What you will do: Say how many of the lines below contain the word "played"; nothing else belongs in the answer.

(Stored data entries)

- - - -

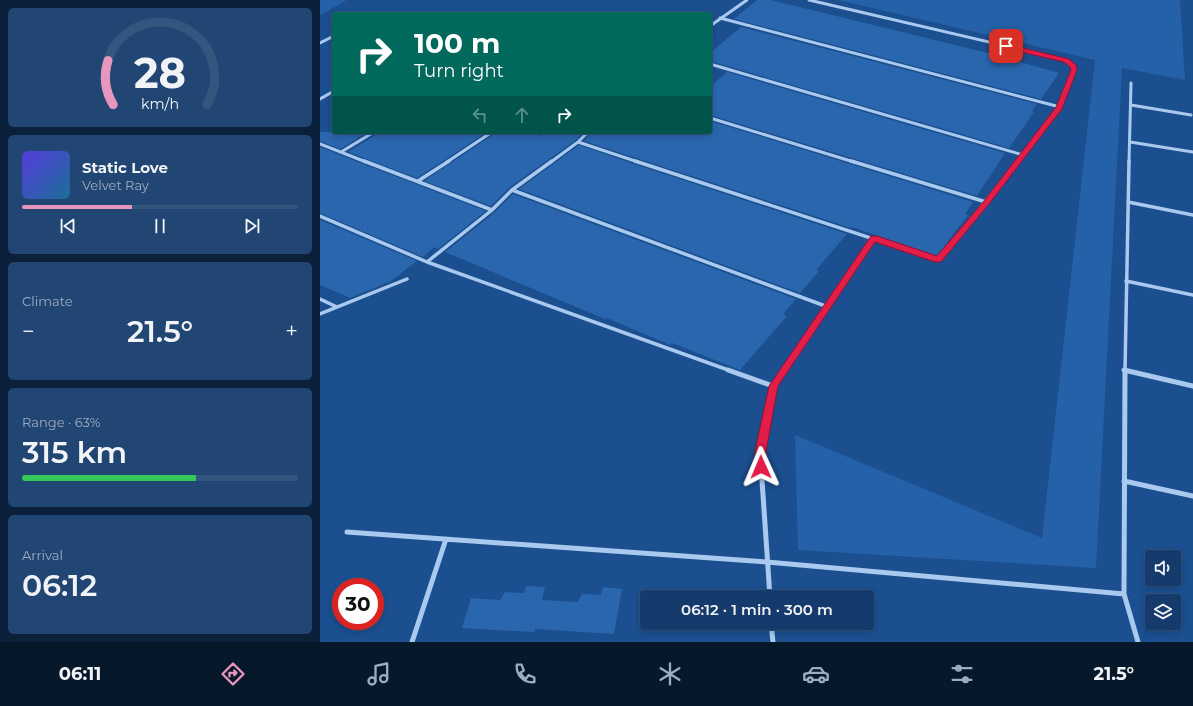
<!DOCTYPE html>
<html lang="en">
<head>
<meta charset="utf-8">
<style>
	:root { --surface:#143b6b; --page:#214673; --text:#f1f3f6; --muted:#9dadc1; --line:#33557e; --accent:#e797bd }
	body { margin:0; font-family:Montserrat,sans-serif; background:var(--page); color:var(--text); height:100vh; display:flex; flex-direction:column; font-size:15px; white-space:nowrap }
	* { box-sizing:border-box; margin:0 }
	p { font-size:13px; color:var(--muted) }
	.icon { flex:none; width:22px; height:22px; fill:none; stroke:currentColor; stroke-width:2; stroke-linecap:round; stroke-linejoin:round }
	.map { position:relative; flex:1; overflow:hidden }
	.side { display:flex; flex-direction:column; gap:8px; padding:8px; background:#0b203b; width:320px }
	.side>* { flex:none }
	.hud { position:absolute; left:12px; top:12px; width:380px; height:122px; border-radius:4px; box-shadow:0 2px 6px #0003,0 0 0 1px var(--line); background:#00695c; color:#fff; overflow:hidden }
	.fabs { position:absolute; left:825px; top:550px; display:grid; gap:8px }
	.fabs a { display:grid; place-items:center; width:36px; height:36px; border-radius:4px; background:var(--surface); box-shadow:0 2px 6px #0003,0 0 0 1px var(--line); font-size:20px }
	.speed { position:absolute; left:12px; top:578px; display:flex; gap:8px; font-size:20px; font-weight:700; text-align:center }
	.speed>* { display:grid; place-content:center; width:52px; height:52px; border-radius:50%; background:var(--surface); box-shadow:0 2px 6px #0003,0 0 0 1px var(--line); line-height:1 }
	.speed .limit { border:6px solid #d22; background:#fff; color:#111 }
	.pin { position:absolute; display:grid; place-items:center; width:34px; height:34px; color:#fff; margin:-17px; border-radius:8px; box-shadow:0 2px 6px #0006 }
	.me { position:absolute; width:44px; margin:-22px; rotate:359deg; stroke-linejoin:round; filter:drop-shadow(0 0 3px #0008) }
	.turn { display:flex; align-items:center; gap:14px; height:84px; padding:0 16px; font-size:18px }
	.turn .icon { width:52px; height:52px; stroke-width:2.5 }
	.turn b { display:block; font-size:28px; line-height:34px }
	.lanes { display:flex; align-items:center; height:38px; padding:0 16px; background:#0003; justify-content:center; gap:20px; direction:ltr }
	.lanes .off { opacity:.35 }
	.big { font-size:30px; font-weight:600; line-height:1.1 }
	.side .tile { flex:1; display:flex; flex-direction:column; justify-content:center; gap:6px; min-width:0; padding:0 14px; border-radius:6px; background:var(--page) }
	.side .dial { align-items:center; gap:0 }
	.dial svg { height:104px; overflow:visible; fill:none; stroke:var(--line); stroke-width:7; stroke-linecap:round; text-anchor:middle }
	.dial text { fill:var(--text); stroke:none }
	.song { display:flex; align-items:center; gap:12px }
	.cover { width:48px; height:48px; border-radius:6px; background:linear-gradient(135deg,hsl(250 70% 55%),hsl(200 70% 35%)) }
	.played { height:4px; border-radius:2px; background:linear-gradient(90deg,var(--accent) 40%,var(--line) 40%) }
	.keys { display:flex; justify-content:space-around; direction:ltr }
	.heat { display:flex; justify-content:space-between; align-items:center; font-size:22px; direction:ltr }
	.charge { height:6px; border-radius:3px; background:linear-gradient(90deg,#34c759 63%,var(--line) 0) }
	.trip { position:absolute; left:320px; top:590px; width:234px; height:40px; border-radius:4px; background:var(--surface); box-shadow:0 2px 6px #0003,0 0 0 1px var(--line); font-weight:600; line-height:40px; text-align:center }
	.tabs { display:flex; height:64px; justify-content:space-around; align-items:center; background:#08182b; color:var(--muted) }
	.tabs .icon { width:28px; height:28px }
	.tabs .current { color:var(--accent) }
	.tabs b { font-size:18px; color:var(--text) }
	main { display:flex; flex:1; min-height:0 }
	.map>svg:first-child { display:block }
</style>
</head>
<body>
<main>
<section class="side">
<div class="tile dial"><svg viewBox="0 0 100 80">
<path d="M14 69A42 42 0 1 1 86 69"/>
<path d="M14 69A42 42 0 0 1 10 35" stroke="#e797bd"/>
<text x="50" y="56" font-size="32" font-weight="700">28</text>
<text x="50" y="72" font-size="11">km/h</text>
</svg></div>
<div class="tile">
<div class="song"><i class="cover"></i><div><b>Static Love</b><p>Velvet Ray</p></div></div>
<div class="played"></div>
<div class="keys"><svg class="icon" aria-label="previous" viewBox="0 0 24 24"><path d="M18 5L8 12l10 7zM5 5v14"/></svg><svg class="icon" aria-label="pause" viewBox="0 0 24 24"><path d="M8 5v14M16 5v14"/></svg><svg class="icon" aria-label="next" viewBox="0 0 24 24"><path d="M6 5l10 7-10 7zM19 5v14"/></svg></div>
</div>
<div class="tile"><p>Climate</p>
<div class="heat"><a>−</a><b class="big">21.5°</b><a>+</a></div>
</div>
<div class="tile"><p>Range · 63%</p><b class="big">315 km</b><div class="charge"></div></div>
<div class="tile"><p>Arrival</p><b class="big">06:12</b></div>
</section>
<div class="map">
<svg width="873" height="642" viewBox="0 0 873 642">
	<rect width="100%" height="100%" fill="#1b4f8f"/>
	<path fill="#2461a8" d="M0,0H27L0,15Z
		M518,0H860L865,80L802,68L776,568L478,550L475,435L722,538L775,60Z"/>
	<path fill="#2a66ad" d="M437,0H450L496,11L672,54L739,73L721,99L414,19Z
		M421,27L717,104L712,111L714,112L689,148L390,61V53Z
		M407,72L685,153L657,196L390,115V87Z
		M390,121L530,164L653,202L645,214L648,215L617,256L532,227L531,228L264,141L271,132H390Z
		M0,132H48L20,149L0,141Z
		M57,132H167L97,178L28,152L56,135Z
		M175,132H210L221,136L227,132H264L256,140L190,187L171,206L104,181L174,134Z
		M259,145L314,164L527,234L496,270L499,271L480,293L199,189Z
		M0,147L43,164L166,211L118,249L114,247L103,257L0,213Z
		M193,194L476,299L463,314L467,316L420,370L352,343L350,345L287,318L285,319L125,252L174,213Z
		M0,220L97,261L71,281L30,298L0,285Z
		M206,586L225,587L222,600L258,602L262,594L281,595L283,587L302,589L294,634L215,629L214,632L142,628L151,598L180,600L185,592L204,593Z"/>
	<g fill="none" stroke-linecap="round" stroke-linejoin="round">
		<path stroke="#a9c9ee" stroke-width="3" d="M489,0L746,60L754,66V70L740,107L697,162
			M400,18L740,107
			M390,26L427,0
			M0,43L14,36
			M390,64L703,155
			M0,99L14,91
			M811,105L871,115
			M390,118L534,162
			M268,132L258,142L318,162
			M810,142L873,152
			M0,144L46,162
			M21,152L54,132
			M127,162L172,132
			M231,162L258,142
			M809,162L811,83"/>
		<path stroke="#a9c9ee" stroke-width="3.5" d="M44,161L172,210L107,262
			M232,161L192,190L508,307
			M315,161L618,260L698,161
			M531,161L666,202
			M98,181L129,161
			M808,202L873,215
			M172,210L192,190
			M0,216L107,262L411,371
			M806,281L873,295
			M0,299L17,307
			M0,314L87,279
			M804,370L808,371
			M463,371L554,238
			M805,371L809,161"/>
		<path stroke="#a9c9ee" stroke-width="5" d="M408,370L453,386
			M804,370L873,386
			M805,370L804,594L818,642
			M804,481L873,496
			M27,532L447,562L804,594
			M450,597L440,451L453,386L464,370
			M451,623L453,642
			M92,642L126,539"/>
	</g>
	<path fill="#e11d48" stroke="#92132f" d="M686,44L749,59L756,65L757,70L742,109L669,204L621,262H615L555,242L458,386L446,451L447,467L445,470L441,471L438,470L435,451L449,386L551,236H557L617,256L664,201L736,107L751,70L750,67L744,62L684,48L683,46Z"/>
</svg>
<div class="fabs">
<a><svg class="icon" aria-label="sound" viewBox="0 0 24 24"><path d="M4 9h4l5-4v14l-5-4H4zM17 9q2 3 0 6"/></svg></a>
<a><svg class="icon" aria-label="layers" viewBox="0 0 24 24"><path d="M12 4l9 5-9 5-9-5zM3 14l9 5 9-5"/></svg></a>
</div>
<div class="speed"><div class="limit">30</div></div>
<div class="pin" style="left:686px;top:46px;background:#d93025"><svg class="icon" aria-label="arrive" viewBox="0 0 24 24"><path d="M6 21V4h12l-3 4 3 4H6"/></svg></div>
<svg class="me" style="left:441px;top:467px" viewBox="-20 -20 40 40"><path d="M0-17L14 15 0 8-14 15z" fill="#e11d48" stroke="#fff" stroke-width="4"/></svg>
<div class="trip">06:12 · 1 min · 300 m</div>
<div class="hud">
<div class="turn"><svg class="icon" aria-label="right" viewBox="0 0 24 24"><path d="M7 20v-9h11M14 6l5 5-5 5"/></svg><div><b>100 m</b>Turn right</div></div>
<div class="lanes"><svg class="icon off" aria-label="left" viewBox="0 0 24 24"><path d="M17 20v-9H6M10 6l-5 5 5 5"/></svg><svg class="icon off" aria-label="ahead" viewBox="0 0 24 24"><path d="M12 20V5M6 11l6-6 6 6"/></svg><svg class="icon" aria-label="right" viewBox="0 0 24 24"><path d="M7 20v-9h11M14 6l5 5-5 5"/></svg></div>
</div>
</div>
</main>
<nav class="tabs">
<b>06:11</b>
<svg class="icon current" aria-label="directions" viewBox="0 0 24 24"><path d="M12 3l9 9-9 9-9-9zM9 14v-3h6M13 9l2 2-2 2"/></svg>
<svg class="icon" aria-label="music" viewBox="0 0 24 24"><path d="M9 18V5l10-2v13"/><circle cx="6" cy="18" r="3"/><circle cx="16" cy="16" r="3"/></svg>
<svg class="icon" aria-label="phone" viewBox="0 0 24 24"><path d="M5 4h4l2 5-3 2q2 4 5 5l2-3 5 2v4C11 20 4 13 5 4z"/></svg>
<svg class="icon" aria-label="climate" viewBox="0 0 24 24"><path d="M12 3v18M4 7l16 10M4 17L20 7"/></svg>
<svg class="icon" aria-label="car" viewBox="0 0 24 24"><path d="M5 17H2v-5l4-1 3-4h7l3 4 3 1v5h-3M9 17h6M6 11h13"/><circle cx="7" cy="17" r="2"/><circle cx="17" cy="17" r="2"/></svg>
<svg class="icon" aria-label="filters" viewBox="0 0 24 24"><path d="M4 7h16M4 17h16"/><circle cx="9" cy="7" r="2"/><circle cx="15" cy="17" r="2"/></svg>
<b>21.5°</b>
</nav>
</body>
</html>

- - - -

Result of this task: 2